- [About this task]: In the entries below, find each line with the word "controls" and return it.

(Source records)
════════

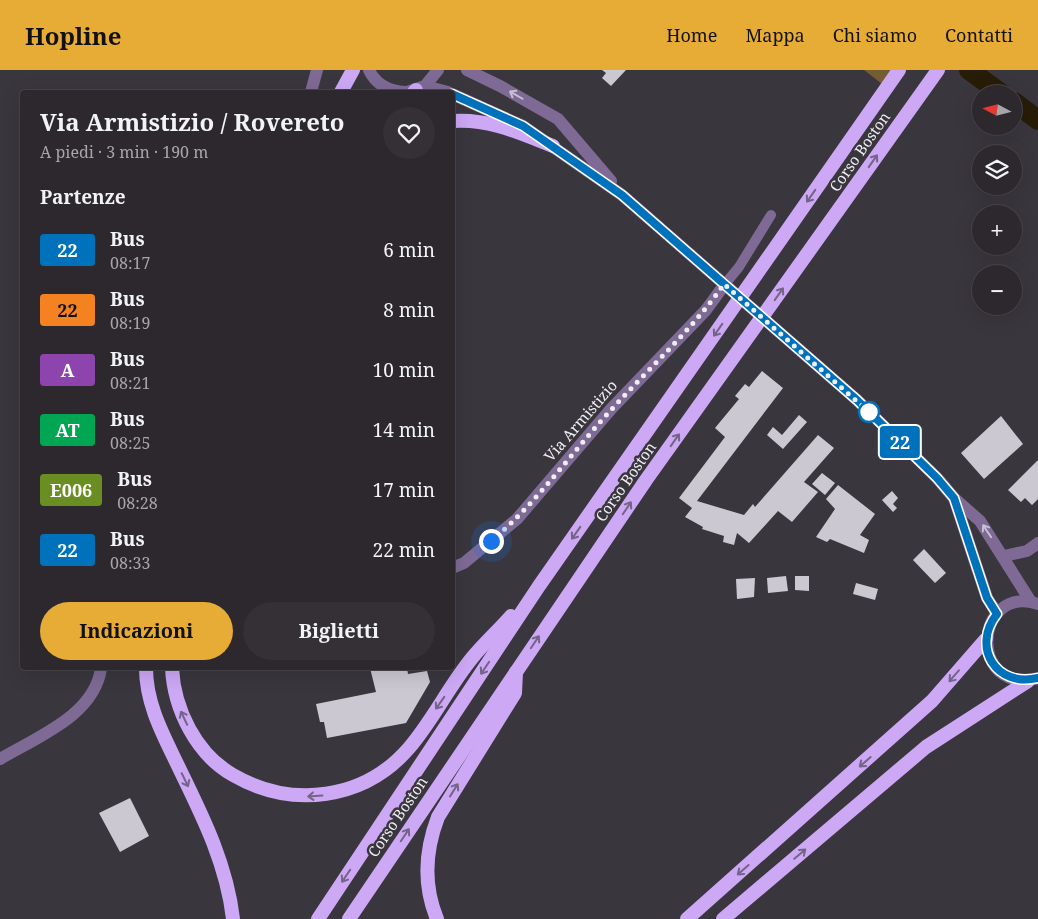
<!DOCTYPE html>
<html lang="it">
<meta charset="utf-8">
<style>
:root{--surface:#2c282e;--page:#343036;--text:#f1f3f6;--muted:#a6a6aa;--line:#48444a;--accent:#e7ac36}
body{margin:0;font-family:"Noto Serif",serif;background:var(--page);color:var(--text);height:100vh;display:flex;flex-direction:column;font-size:19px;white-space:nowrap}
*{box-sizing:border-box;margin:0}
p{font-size:16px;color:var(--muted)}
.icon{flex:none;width:28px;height:28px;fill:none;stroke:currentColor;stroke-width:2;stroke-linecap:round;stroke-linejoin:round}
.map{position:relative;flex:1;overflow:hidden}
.side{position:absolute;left:20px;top:20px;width:435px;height:580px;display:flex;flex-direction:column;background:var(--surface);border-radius:5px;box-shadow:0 5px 20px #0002,0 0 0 1px var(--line)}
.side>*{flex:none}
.badge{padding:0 10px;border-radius:4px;font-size:18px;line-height:32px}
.needle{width:32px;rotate:277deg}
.controls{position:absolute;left:972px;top:15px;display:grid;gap:10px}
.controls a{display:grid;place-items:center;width:50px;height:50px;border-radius:50%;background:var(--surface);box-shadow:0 5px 20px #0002,0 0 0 1px var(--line);font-size:25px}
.you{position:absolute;width:25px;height:25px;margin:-12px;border:4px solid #fff;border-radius:50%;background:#1a73e8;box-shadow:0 0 0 8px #1a73e833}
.map>.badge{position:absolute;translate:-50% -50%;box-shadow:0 0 0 2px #fff}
h2{padding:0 20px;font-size:19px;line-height:45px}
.round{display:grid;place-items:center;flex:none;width:52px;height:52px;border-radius:26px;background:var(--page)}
.headline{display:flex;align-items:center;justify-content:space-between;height:85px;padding:0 20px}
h1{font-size:24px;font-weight:700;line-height:38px}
.action{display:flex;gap:10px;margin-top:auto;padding:10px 20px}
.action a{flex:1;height:58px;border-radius:30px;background:var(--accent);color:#111;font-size:20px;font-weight:700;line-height:58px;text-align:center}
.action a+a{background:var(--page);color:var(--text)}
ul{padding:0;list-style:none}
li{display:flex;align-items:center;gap:15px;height:60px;padding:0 20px}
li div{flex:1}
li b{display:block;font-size:19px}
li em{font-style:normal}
li .badge{min-width:55px;font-weight:700;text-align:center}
header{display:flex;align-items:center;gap:30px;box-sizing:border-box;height:70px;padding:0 25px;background:var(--accent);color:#111}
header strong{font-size:24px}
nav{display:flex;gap:28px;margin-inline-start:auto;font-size:18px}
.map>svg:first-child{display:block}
.green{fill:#745c33}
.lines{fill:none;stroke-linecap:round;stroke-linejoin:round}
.canal{stroke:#271c07;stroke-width:20}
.building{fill:#ccc8d2}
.service{stroke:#7e6a95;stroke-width:10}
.minor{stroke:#7e6a95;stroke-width:12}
.tertiary{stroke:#7e6a95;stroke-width:12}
.trunk{stroke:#cca8f5;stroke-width:14}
.oneway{stroke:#c8c0d2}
.oneway2{stroke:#746487}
.line-casing{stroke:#fff;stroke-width:11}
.line{stroke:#0072bc;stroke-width:8}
.walk{stroke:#f0eef3;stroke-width:5;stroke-dasharray:0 9}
.stop-dot{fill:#fff;stroke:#0072bc;stroke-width:2.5}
.labels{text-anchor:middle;stroke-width:5;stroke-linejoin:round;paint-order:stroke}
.street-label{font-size:15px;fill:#f0eef3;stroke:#3a363e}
</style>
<header>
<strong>Hopline</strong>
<nav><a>Home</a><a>Mappa</a><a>Chi siamo</a><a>Contatti</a></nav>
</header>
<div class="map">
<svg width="1038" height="849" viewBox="0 0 1038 849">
<rect width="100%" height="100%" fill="#3a363e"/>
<path class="green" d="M864 0H892L882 14Z"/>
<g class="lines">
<g class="canal">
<path d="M969 0 1002 24"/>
<path d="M1014 32 1038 50"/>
</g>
</g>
<g class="building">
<path d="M602 0H626L611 16 602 8 606 3Z"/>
<path d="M762 301 783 318 697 431 744 445 753 434 755 437 818 365 834 378 804 412 818 422 792 452 778 441 749 473 737 463 734 475 723 472 724 466 702 459 703 457 685 447 692 438 679 428 725 367 715 358 739 329 735 326 745 314 749 317Z"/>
<path d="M799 345 807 352 783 379 767 365 773 357 782 365Z"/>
<path d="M1001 346 1023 374 984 409 961 383Z"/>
<path d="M1038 390V429L1032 435 1025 428 1021 432 1008 420Z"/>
<path d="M822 403 835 413 825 425 812 414Z"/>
<path d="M838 415 875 444 860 465 869 470 864 483 830 469 827 472 816 467 835 439 826 429Z"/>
<path d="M892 421 898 428 893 434 897 438 893 442 882 430Z"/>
<path d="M924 479 946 503 935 513 913 490Z"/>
<path d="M786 506 788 521 768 523 767 508Z"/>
<path d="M795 506H809V521L795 520Z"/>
<path d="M755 508 754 527 737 529 736 509Z"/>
<path d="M856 513 878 519 875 530 853 524Z"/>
<path d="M370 598H407L408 604 427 601 430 612 406 653 327 668 324 652H320L316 634 376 622Z"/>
<path d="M130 728 149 766 120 782 99 743Z"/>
</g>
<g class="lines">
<path class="service" d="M725 214 739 197 771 145"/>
<g class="minor">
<path d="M311 22 317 0"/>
<path d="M1004 486 1027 481 1038 473"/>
<path d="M452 498 464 493 517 449 611 339 706 240 725 214"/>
<path d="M0 689C37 667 95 645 101 598"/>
</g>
<g class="tertiary">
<path d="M369 0C376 15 389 21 405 22"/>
<path d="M467 0 500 16 558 49 611 111"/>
<path d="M425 16 448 22"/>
<path d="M407 22 425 16 438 0"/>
<path d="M452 24 523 56 622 125 857 330 937 408 954 428 980 451 1031 532"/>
<path d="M954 428 987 528 997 543"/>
<path d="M1038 534C974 513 967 626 1038 608"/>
</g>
<g class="trunk">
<path d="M341 22 353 0"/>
<path d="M414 22 416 20"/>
<path d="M452 51C488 48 520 63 553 76"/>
<path d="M146 598C146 636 165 668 181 702 204 749 227 796 233 849"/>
<path d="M172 598C174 639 196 684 233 705 292 739 364 730 409 678 433 650 449 616 472 588 484 573 499 560 511 546"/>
<path d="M318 849 539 516 899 0"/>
<path d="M349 849 646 410 938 0"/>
<path d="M437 849C423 815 425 781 438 747L515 623 516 602"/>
<path d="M687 849 932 631 986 569"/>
<path d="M723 849 926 677 1028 611"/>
</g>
</g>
<defs><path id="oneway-shaft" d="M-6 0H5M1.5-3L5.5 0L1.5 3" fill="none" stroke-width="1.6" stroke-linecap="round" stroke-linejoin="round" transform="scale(1.25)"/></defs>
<g class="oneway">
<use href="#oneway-shaft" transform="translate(516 25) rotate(-150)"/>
<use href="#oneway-shaft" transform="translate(987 461) rotate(-124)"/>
</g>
<g class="oneway2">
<use href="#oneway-shaft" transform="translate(873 91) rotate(-55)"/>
<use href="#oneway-shaft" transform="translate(811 126) rotate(125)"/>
<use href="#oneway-shaft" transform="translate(779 224) rotate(-55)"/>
<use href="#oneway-shaft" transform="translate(718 260) rotate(125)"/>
<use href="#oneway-shaft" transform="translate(675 370) rotate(-55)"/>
<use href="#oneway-shaft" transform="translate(627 438) rotate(-56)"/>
<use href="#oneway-shaft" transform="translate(576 463) rotate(125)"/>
<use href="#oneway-shaft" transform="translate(535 572) rotate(-56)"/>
<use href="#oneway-shaft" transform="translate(485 598) rotate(124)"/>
<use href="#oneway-shaft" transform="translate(954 606) rotate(131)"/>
<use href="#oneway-shaft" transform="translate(440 633) rotate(125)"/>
<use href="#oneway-shaft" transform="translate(184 648) rotate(-115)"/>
<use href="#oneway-shaft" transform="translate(865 692) rotate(139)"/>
<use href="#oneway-shaft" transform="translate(185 710) rotate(64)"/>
<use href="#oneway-shaft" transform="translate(454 720) rotate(-58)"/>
<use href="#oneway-shaft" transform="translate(315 726) rotate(176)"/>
<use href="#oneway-shaft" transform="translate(405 765) rotate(-56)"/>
<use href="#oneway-shaft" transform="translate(800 784) rotate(-40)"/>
<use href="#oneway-shaft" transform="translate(743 800) rotate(139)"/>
<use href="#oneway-shaft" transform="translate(346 806) rotate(124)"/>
</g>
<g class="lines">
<defs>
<path id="line" d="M452 24 523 56 622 125 857 330 937 408 954 428 987 528 997 544C971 577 996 618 1038 608"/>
</defs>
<use href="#line" class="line-casing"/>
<use href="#line" class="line"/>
<path class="walk" d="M491 471C537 433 571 383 612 339 650 297 692 260 724 214L869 342"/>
</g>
<circle class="stop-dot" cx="869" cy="342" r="10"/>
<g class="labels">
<g class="street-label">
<text transform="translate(860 82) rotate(-55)" y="5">Corso Boston</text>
<text transform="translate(581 351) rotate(-49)" y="5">Via Armistizio</text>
<text transform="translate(626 412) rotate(-55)" y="5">Corso Boston</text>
<text transform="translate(398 747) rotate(-56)" y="5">Corso Boston</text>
</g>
</g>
</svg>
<div class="controls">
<a><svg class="needle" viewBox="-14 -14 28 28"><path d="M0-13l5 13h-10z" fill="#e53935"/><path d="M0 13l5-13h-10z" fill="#a6a6aa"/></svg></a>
<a><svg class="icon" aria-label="layers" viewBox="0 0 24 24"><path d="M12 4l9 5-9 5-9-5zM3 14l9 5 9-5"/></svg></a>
<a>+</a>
<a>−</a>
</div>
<div class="you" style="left:491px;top:471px"></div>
<b class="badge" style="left:900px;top:372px;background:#0072bc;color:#fff">22</b>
<section class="side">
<div class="headline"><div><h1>Via Armistizio / Rovereto</h1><p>A piedi · 3 min · 190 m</p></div><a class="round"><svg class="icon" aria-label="heart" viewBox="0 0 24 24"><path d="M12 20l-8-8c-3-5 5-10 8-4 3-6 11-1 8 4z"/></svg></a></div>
<h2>Partenze</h2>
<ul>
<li><span class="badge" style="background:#0072bc;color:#fff">22</span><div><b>Bus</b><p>08:17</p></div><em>6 min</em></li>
<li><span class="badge" style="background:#f58220;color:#111">22</span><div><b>Bus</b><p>08:19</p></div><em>8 min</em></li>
<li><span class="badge" style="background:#8e44ad;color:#fff">A</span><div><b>Bus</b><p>08:21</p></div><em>10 min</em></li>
<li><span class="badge" style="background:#00a651;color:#fff">AT</span><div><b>Bus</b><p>08:25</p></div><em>14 min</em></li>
<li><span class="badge" style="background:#6b8e23;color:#fff">E006</span><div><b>Bus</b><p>08:28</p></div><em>17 min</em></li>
<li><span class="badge" style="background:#0072bc;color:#fff">22</span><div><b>Bus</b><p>08:33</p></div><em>22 min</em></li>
</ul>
<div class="action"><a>Indicazioni</a><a>Biglietti</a></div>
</section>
</div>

════════

- [Completed task]:
.controls{position:absolute;left:972px;top:15px;display:grid;gap:10px}
.controls a{display:grid;place-items:center;width:50px;height:50px;border-radius:50%;background:var(--surface);box-shadow:0 5px 20px #0002,0 0 0 1px var(--line);font-size:25px}
<div class="controls">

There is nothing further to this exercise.